Little did Mrs Stanhope, as she penned the reference to her dinner-party, foresee the conditions under which this was destined to take place. Still less did the authorities who were sending out that belated relief to the wearied Admiral, or the family who now so joyously pictured his return, dream how that service had been already superseded or in what guise that return would take place. Weeks before, at Cadiz, the last act of a prolonged tragedy had been performed. Still firmly refusing to forsake his post till a competent successor had been appointed, Collingwood did not surrender his command to Rear Admiral Martin till March 3rd, when a complete collapse of strength made this imperative. Two days subsequently were lost in the vain endeavour to leave port in the teeth of a contrary wind, but on March 6th, the Ville de Paris succeeded in setting sail for England.

The day of days in Collingwood's life had at last arrived—that day to which he had looked forward throughout the weary years, when, his task honourably concluded, he could know that every beat of the waves was bearing him towards home and his loved ones. Yet as, prostrated with weakness, he lay in his cabin, listening to the familiar fret of the waters, he understood that the burden had been borne too long, the promised relief had come too late.

With the same dauntless courage with which he had faced existence he now accepted the knowledge that this day—the thought of which had sustained him through loneliness and battle and tempest—was to prove the day of his death. History indeed presents few events of an irony more profound. At sunset on March 6th, Collingwood set sail for England; at sunset on the 7th, he lay dead, and that fortitude with which he met a fate, the harshness of which must have cruelly enhanced his bodily anguish, presents to all time a sublime ending to a sublime career.
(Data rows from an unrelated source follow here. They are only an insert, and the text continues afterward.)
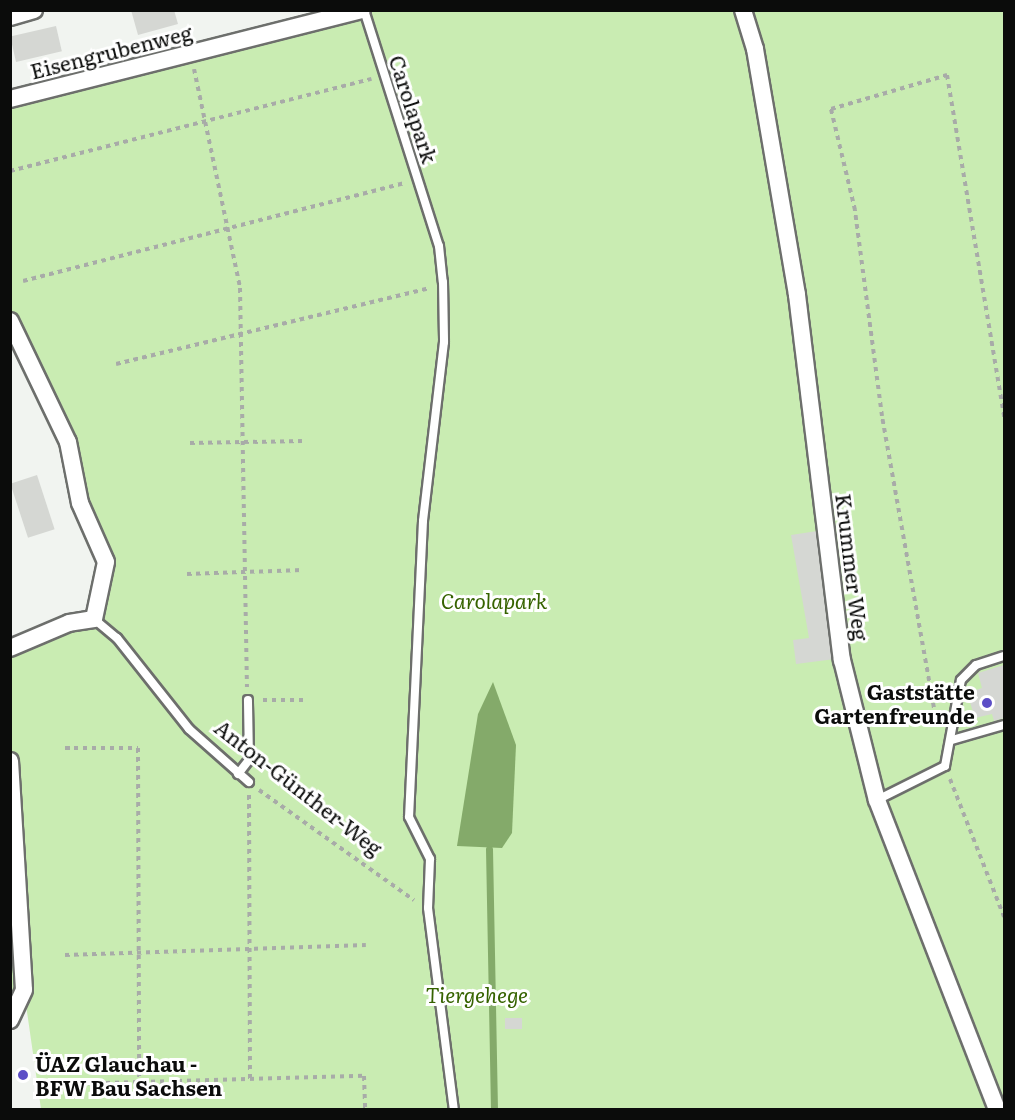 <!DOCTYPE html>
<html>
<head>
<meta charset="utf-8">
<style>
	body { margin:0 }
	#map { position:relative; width:1015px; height:1120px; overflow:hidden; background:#f1f4f0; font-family:Literata,serif }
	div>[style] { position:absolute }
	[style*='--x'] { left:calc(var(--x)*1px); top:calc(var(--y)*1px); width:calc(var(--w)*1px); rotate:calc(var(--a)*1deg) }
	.green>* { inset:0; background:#c9ecb2 }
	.water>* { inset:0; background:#84aa6a }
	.stream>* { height:7px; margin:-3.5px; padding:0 3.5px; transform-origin:3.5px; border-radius:3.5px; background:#84aa6a }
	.building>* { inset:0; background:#d5d7d3; transform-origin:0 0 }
	.path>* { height:4px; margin-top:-2px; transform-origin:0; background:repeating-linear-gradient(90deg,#a8aba8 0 4.5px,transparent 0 9px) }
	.roads { filter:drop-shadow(2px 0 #6d6f6c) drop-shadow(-2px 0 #6d6f6c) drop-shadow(0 2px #6d6f6c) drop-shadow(0 -2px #6d6f6c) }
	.service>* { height:8px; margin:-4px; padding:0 4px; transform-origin:4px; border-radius:4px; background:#fff }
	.minor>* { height:16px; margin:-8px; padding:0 8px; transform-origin:8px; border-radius:8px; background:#fff }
	.dots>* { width:16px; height:16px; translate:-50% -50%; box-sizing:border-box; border:3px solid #fff; border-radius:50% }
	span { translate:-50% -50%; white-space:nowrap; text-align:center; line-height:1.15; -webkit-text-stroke:6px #fff; paint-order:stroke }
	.street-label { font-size:21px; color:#0b0c0b }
	.park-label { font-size:21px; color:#366300; font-style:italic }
	.poi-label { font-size:21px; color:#0b0c0b; font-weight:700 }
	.right { translate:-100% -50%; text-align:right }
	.left { translate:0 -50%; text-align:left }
	.frame { position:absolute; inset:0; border:12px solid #0b0c0b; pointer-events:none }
</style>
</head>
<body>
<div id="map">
	<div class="green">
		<div style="clip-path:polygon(369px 11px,1004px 11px,1004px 1109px,41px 1109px,24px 991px,11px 1020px,11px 644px,94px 619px,106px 562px,68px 442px,11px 320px,11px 103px)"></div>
	</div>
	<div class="water">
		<div style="clip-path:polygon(493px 682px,516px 745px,512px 833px,502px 848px,457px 846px,478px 714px)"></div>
	</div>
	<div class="stream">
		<div style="--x:489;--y:849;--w:259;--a:88.9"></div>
	</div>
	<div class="building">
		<div style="clip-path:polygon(131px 10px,174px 10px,178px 24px,138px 35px)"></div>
		<div style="left:56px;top:26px;width:26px;height:47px;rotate:77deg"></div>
		<div style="left:37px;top:475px;width:57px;height:28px;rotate:72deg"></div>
		<div style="clip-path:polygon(817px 531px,835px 659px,796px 664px,793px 640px,809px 638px,791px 535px)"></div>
		<div style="clip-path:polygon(1004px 665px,1004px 718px,994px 721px,992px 714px,975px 718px,967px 693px,982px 688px,978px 673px)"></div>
		<div style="left:505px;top:1018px;width:17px;height:11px"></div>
	</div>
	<div class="path">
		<div style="--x:194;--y:69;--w:224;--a:78.1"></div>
		<div style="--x:240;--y:288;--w:399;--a:89"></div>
		<div style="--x:10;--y:171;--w:373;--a:-14.3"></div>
		<div style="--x:23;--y:281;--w:395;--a:-14.4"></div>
		<div style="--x:116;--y:364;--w:323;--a:-13.6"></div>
		<div style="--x:190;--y:443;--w:112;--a:-1"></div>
		<div style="--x:187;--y:574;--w:115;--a:-2"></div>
		<div style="--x:263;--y:700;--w:42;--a:0"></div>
		<div style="--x:937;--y:725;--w:314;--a:-100.1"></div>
		<div style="--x:882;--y:416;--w:208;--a:-97.5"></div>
		<div style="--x:855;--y:210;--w:104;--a:-103.4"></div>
		<div style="--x:831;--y:109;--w:121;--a:-16.3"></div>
		<div style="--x:947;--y:75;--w:347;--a:80.5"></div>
		<div style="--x:65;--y:748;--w:73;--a:0"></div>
		<div style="--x:138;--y:748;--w:334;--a:89.8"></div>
		<div style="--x:950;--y:779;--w:148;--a:68.6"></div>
		<div style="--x:259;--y:790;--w:190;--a:35.4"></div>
		<div style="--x:249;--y:795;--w:284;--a:89.8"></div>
		<div style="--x:65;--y:955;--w:301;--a:-1.9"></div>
		<div style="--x:70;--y:1084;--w:294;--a:-1.6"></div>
		<div style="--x:364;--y:1076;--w:34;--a:88"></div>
	</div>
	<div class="roads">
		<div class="service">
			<div style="--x:364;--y:10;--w:248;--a:72.4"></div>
			<div style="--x:439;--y:246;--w:36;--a:84"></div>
			<div style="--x:443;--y:282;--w:60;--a:89"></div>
			<div style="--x:444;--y:342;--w:180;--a:96.7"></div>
			<div style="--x:423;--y:521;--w:296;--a:92.7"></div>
			<div style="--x:409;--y:817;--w:47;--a:63.4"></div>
			<div style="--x:430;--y:859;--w:49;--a:92.3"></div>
			<div style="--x:428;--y:908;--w:204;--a:82.7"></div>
			<div style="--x:94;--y:619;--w:30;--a:40"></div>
			<div style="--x:117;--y:638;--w:116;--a:51.6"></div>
			<div style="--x:189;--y:729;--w:80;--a:41.5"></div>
			<div style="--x:952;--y:740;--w:54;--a:-16.1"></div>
			<div style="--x:238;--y:774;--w:18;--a:-52"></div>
			<div style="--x:249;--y:760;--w:60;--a:-91"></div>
			<div style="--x:877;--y:800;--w:76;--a:-26.6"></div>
			<div style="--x:945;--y:766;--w:87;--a:-79.5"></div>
			<div style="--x:961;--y:680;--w:21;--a:-45"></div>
			<div style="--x:976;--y:665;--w:29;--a:-18"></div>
		</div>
		<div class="minor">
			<div style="--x:743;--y:10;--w:41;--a:72.9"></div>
			<div style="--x:755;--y:49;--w:250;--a:80.3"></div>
			<div style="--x:797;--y:295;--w:368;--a:83"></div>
			<div style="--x:842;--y:660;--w:144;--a:76"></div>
			<div style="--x:877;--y:800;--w:332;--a:68.8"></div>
			<div style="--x:10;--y:17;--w:25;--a:-16"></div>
			<div style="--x:10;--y:99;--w:363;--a:-14.2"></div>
			<div style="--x:10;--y:321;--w:134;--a:64.4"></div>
			<div style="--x:68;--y:442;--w:62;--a:78.9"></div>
			<div style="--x:80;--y:503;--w:64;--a:66.2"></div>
			<div style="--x:106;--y:562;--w:58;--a:101.9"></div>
			<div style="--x:94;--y:619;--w:25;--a:171"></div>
			<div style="--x:69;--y:623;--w:64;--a:157"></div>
			<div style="--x:10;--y:761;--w:229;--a:86.5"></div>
			<div style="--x:24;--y:990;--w:33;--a:115"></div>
		</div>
	</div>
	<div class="dots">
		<div style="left:987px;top:703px;background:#5c4ec6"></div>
		<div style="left:23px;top:1075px;background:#5c4ec6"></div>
	</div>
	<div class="street-label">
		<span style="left:111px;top:51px;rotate:-14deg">Eisengrubenweg</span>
		<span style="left:414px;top:109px;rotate:72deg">Carolapark</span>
		<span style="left:853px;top:567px;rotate:83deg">Krummer Weg</span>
		<span style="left:299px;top:787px;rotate:38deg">Anton-Günther-Weg</span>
	</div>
	<div class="park-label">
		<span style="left:494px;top:600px">Carolapark</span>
		<span style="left:477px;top:994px">Tiergehege</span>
	</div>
	<div class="poi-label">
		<span class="right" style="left:975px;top:703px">Gaststätte<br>Gartenfreunde</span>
		<span class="left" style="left:35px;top:1075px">ÜAZ Glauchau -<br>BFW Bau Sachsen</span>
	</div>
	<div class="frame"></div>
</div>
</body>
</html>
Meanwhile in England those whom he had loved continued to count the lessening days to his return and to plan with tender solicitude every means for cherishing and restoring the enfeebled frame which they fondly believed needed but care and happiness to endow it with renewed health. Little as they recked of the burden which the waves were, in truth, bringing them, the knowledge, when it arrived, came with a blow which stunned. In the first announcement of the news, the very terseness of the communication seems to recreate more vividly the intense feeling which the writer knew required no insistence.